WHAT TO DO - Filter the records below for the word "bottom". Copy each line that holds it.

PROVIDED DATA -
┌──
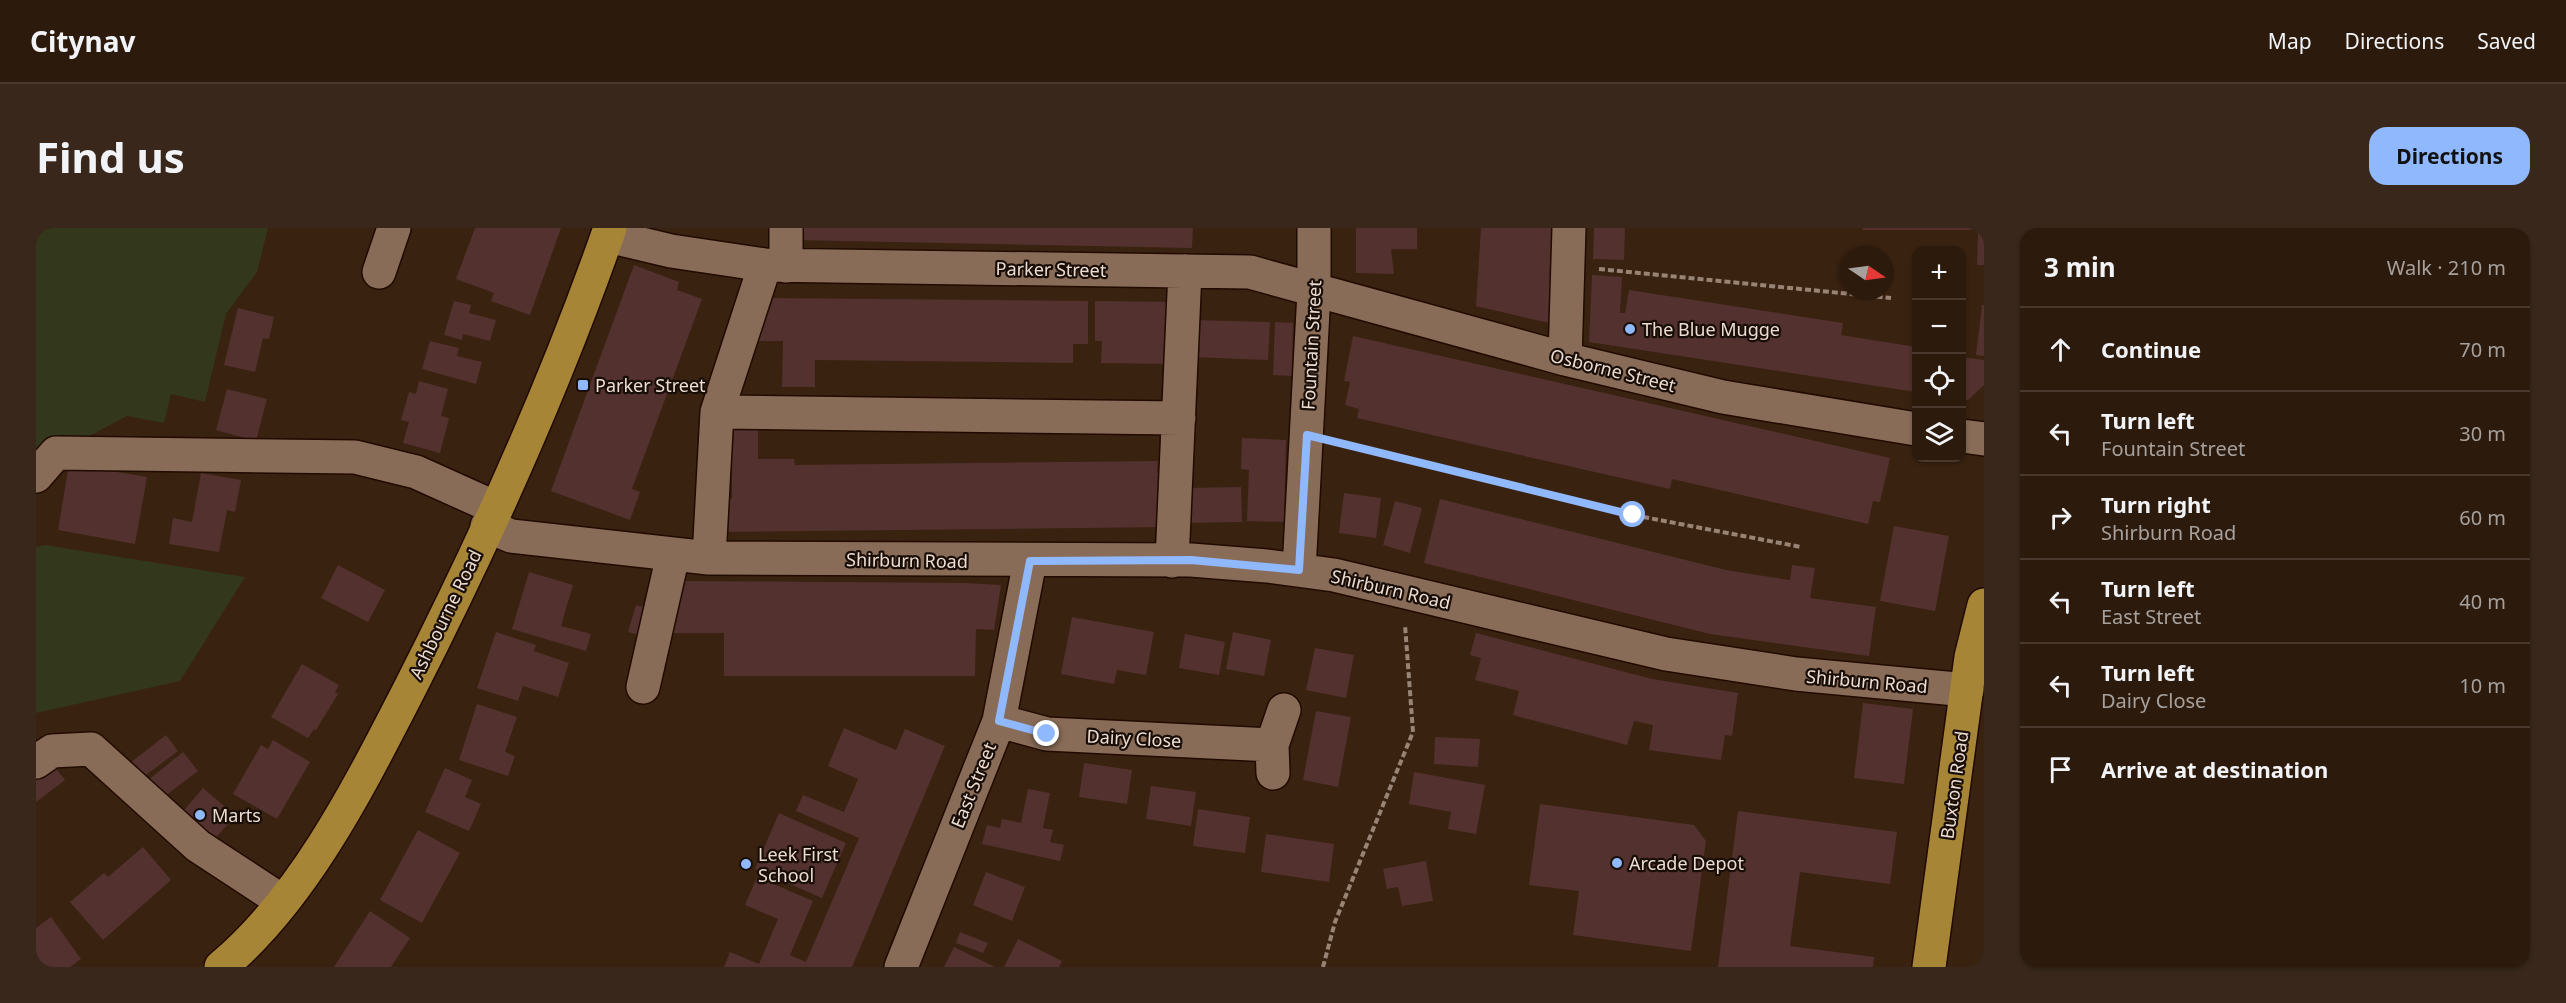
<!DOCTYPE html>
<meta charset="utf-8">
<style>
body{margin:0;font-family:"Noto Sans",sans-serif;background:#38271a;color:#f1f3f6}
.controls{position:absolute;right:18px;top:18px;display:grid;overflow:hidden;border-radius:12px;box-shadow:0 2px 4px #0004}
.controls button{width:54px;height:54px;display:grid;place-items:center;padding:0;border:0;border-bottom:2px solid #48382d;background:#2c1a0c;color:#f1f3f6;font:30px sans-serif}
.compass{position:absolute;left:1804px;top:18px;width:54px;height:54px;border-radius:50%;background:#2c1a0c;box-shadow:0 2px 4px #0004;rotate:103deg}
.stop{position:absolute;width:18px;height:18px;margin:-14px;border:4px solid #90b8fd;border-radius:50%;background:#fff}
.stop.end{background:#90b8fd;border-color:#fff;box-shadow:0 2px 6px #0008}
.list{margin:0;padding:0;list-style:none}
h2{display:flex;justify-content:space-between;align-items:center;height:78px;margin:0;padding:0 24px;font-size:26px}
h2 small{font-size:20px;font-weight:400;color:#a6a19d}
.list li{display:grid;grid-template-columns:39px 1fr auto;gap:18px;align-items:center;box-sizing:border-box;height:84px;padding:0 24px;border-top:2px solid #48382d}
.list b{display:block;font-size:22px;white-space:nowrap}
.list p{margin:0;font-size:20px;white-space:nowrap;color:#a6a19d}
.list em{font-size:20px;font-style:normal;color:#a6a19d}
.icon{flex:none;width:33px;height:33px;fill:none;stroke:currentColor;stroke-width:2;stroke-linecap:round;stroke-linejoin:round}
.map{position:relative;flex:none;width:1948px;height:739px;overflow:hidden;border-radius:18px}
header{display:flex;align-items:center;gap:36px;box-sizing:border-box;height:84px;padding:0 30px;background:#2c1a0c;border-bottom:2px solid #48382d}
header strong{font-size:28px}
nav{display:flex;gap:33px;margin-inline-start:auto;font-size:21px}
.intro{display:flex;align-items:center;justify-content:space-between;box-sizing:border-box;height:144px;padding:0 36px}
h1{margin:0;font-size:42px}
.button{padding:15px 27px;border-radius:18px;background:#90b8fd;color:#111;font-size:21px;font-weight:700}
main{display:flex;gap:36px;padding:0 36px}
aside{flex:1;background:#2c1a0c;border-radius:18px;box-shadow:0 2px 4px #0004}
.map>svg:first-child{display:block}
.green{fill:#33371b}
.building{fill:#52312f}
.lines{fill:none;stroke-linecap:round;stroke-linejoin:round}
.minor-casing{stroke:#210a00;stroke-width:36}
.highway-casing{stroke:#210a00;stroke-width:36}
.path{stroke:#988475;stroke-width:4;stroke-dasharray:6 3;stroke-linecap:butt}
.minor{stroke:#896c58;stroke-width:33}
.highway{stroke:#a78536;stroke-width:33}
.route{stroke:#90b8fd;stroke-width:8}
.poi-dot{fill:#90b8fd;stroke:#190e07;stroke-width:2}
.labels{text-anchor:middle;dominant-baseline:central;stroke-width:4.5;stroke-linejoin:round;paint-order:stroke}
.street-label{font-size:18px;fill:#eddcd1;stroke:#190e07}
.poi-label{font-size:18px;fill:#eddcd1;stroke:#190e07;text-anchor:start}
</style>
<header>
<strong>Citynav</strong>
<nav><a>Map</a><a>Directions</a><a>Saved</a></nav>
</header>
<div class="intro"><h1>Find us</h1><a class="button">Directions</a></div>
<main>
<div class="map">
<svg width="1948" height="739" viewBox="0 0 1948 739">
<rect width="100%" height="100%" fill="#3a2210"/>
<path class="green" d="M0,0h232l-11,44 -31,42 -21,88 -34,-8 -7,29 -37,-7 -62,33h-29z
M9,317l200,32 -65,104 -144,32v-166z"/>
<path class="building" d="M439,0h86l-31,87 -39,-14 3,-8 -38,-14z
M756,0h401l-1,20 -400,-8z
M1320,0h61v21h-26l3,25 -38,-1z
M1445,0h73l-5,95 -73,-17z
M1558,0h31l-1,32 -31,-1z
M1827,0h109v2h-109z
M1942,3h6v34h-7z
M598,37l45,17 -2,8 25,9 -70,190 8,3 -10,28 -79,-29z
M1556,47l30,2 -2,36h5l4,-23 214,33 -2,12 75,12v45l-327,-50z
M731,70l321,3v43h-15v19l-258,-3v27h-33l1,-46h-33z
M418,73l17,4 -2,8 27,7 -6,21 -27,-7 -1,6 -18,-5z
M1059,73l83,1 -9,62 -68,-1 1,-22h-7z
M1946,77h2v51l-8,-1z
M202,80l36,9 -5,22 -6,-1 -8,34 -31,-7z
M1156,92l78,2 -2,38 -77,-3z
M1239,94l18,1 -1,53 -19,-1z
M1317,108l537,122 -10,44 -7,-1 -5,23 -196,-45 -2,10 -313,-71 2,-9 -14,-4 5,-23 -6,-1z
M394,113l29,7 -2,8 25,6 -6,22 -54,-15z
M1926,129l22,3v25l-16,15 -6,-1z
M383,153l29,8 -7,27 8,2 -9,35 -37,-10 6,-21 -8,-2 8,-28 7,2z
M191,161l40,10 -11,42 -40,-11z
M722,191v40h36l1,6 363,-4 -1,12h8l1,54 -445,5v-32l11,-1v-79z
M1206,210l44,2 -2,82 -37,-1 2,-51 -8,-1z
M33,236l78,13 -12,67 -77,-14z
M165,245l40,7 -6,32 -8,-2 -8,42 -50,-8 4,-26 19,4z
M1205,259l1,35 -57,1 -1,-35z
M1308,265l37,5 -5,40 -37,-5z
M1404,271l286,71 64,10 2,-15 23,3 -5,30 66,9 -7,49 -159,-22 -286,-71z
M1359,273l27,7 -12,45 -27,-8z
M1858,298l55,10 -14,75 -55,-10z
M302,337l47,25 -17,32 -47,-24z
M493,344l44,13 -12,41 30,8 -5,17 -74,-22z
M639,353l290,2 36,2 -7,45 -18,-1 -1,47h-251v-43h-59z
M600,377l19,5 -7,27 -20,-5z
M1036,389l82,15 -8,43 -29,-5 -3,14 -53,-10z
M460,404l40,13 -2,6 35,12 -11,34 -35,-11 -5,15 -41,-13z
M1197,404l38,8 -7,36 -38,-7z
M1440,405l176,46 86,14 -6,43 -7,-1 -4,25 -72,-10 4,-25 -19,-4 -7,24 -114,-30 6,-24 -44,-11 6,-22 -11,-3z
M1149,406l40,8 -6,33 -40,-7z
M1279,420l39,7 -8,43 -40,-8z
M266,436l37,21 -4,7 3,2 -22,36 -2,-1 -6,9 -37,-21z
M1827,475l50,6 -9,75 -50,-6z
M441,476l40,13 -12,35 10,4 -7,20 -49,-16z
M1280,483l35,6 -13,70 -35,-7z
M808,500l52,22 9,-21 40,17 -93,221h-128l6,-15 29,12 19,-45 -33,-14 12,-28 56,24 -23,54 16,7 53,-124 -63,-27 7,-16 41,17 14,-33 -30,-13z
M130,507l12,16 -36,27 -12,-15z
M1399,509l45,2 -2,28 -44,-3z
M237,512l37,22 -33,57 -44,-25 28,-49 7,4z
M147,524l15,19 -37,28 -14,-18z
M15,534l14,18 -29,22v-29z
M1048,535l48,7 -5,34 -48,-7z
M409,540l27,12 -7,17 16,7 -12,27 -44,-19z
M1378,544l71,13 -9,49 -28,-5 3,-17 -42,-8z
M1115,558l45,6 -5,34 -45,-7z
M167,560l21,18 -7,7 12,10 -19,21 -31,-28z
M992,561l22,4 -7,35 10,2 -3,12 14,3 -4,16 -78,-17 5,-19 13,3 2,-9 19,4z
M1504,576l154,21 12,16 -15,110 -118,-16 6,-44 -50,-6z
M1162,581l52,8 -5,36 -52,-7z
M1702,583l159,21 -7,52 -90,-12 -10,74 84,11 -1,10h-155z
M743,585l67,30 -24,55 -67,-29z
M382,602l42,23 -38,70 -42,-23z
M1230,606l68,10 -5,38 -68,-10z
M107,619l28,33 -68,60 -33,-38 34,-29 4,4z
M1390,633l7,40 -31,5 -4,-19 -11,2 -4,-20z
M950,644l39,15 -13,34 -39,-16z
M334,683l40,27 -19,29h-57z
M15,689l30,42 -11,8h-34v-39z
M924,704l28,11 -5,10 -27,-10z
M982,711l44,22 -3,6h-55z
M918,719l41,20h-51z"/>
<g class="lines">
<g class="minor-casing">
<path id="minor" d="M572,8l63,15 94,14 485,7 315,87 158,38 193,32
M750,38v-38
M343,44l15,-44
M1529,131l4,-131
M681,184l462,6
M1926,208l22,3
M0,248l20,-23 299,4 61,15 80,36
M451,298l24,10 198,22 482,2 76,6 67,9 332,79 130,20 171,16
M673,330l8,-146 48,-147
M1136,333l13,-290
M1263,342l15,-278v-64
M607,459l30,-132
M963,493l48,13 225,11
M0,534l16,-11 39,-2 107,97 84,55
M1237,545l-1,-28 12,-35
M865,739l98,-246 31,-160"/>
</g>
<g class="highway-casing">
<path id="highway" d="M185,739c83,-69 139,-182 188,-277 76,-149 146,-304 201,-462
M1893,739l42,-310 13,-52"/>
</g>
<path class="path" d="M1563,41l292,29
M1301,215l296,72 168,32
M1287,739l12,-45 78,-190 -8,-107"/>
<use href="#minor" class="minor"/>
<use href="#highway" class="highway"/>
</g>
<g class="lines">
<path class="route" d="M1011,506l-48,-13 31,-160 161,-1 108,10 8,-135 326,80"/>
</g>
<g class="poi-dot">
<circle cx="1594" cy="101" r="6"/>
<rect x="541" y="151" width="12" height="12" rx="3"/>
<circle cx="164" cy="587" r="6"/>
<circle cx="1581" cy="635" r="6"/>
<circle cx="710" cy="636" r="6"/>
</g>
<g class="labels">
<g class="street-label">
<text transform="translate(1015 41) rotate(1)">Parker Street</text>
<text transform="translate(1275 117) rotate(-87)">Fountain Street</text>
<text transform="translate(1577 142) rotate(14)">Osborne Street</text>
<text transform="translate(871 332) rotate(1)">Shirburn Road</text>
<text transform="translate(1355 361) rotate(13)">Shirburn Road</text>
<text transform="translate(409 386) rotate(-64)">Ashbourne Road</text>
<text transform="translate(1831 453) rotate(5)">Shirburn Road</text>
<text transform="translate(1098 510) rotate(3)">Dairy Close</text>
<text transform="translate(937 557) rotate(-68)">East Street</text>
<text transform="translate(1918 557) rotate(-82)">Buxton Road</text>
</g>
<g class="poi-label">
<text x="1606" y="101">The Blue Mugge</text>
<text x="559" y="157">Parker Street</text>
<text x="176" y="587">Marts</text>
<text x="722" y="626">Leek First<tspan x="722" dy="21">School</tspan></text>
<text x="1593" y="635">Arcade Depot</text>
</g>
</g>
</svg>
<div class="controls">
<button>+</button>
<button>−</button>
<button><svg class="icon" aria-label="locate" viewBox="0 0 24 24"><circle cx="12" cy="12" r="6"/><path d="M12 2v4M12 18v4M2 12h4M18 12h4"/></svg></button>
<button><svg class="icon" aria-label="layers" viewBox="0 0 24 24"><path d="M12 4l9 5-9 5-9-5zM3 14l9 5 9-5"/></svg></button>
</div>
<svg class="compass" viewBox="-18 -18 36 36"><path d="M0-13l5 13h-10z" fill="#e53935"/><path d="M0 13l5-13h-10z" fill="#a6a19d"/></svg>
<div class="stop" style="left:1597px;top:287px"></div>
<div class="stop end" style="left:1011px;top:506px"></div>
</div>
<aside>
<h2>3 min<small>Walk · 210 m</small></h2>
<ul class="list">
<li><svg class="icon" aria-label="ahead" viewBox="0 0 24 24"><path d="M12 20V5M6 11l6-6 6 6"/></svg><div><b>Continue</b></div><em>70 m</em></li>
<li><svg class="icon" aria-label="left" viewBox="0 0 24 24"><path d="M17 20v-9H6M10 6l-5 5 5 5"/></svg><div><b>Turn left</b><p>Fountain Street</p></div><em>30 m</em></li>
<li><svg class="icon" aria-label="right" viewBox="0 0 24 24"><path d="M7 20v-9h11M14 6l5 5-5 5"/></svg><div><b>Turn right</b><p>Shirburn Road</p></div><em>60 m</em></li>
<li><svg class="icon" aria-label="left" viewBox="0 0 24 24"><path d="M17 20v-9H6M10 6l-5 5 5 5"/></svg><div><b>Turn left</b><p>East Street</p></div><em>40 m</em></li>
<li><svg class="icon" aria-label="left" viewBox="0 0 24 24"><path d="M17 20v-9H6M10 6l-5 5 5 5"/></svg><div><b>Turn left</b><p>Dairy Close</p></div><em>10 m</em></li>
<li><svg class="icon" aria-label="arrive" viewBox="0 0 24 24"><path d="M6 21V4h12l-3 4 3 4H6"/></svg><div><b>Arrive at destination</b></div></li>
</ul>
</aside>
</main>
└──
ANSWER AREA -
.controls button{width:54px;height:54px;display:grid;place-items:center;padding:0;border:0;border-bottom:2px solid #48382d;background:#2c1a0c;color:#f1f3f6;font:30px sans-serif}
header{display:flex;align-items:center;gap:36px;box-sizing:border-box;height:84px;padding:0 30px;background:#2c1a0c;border-bottom:2px solid #48382d}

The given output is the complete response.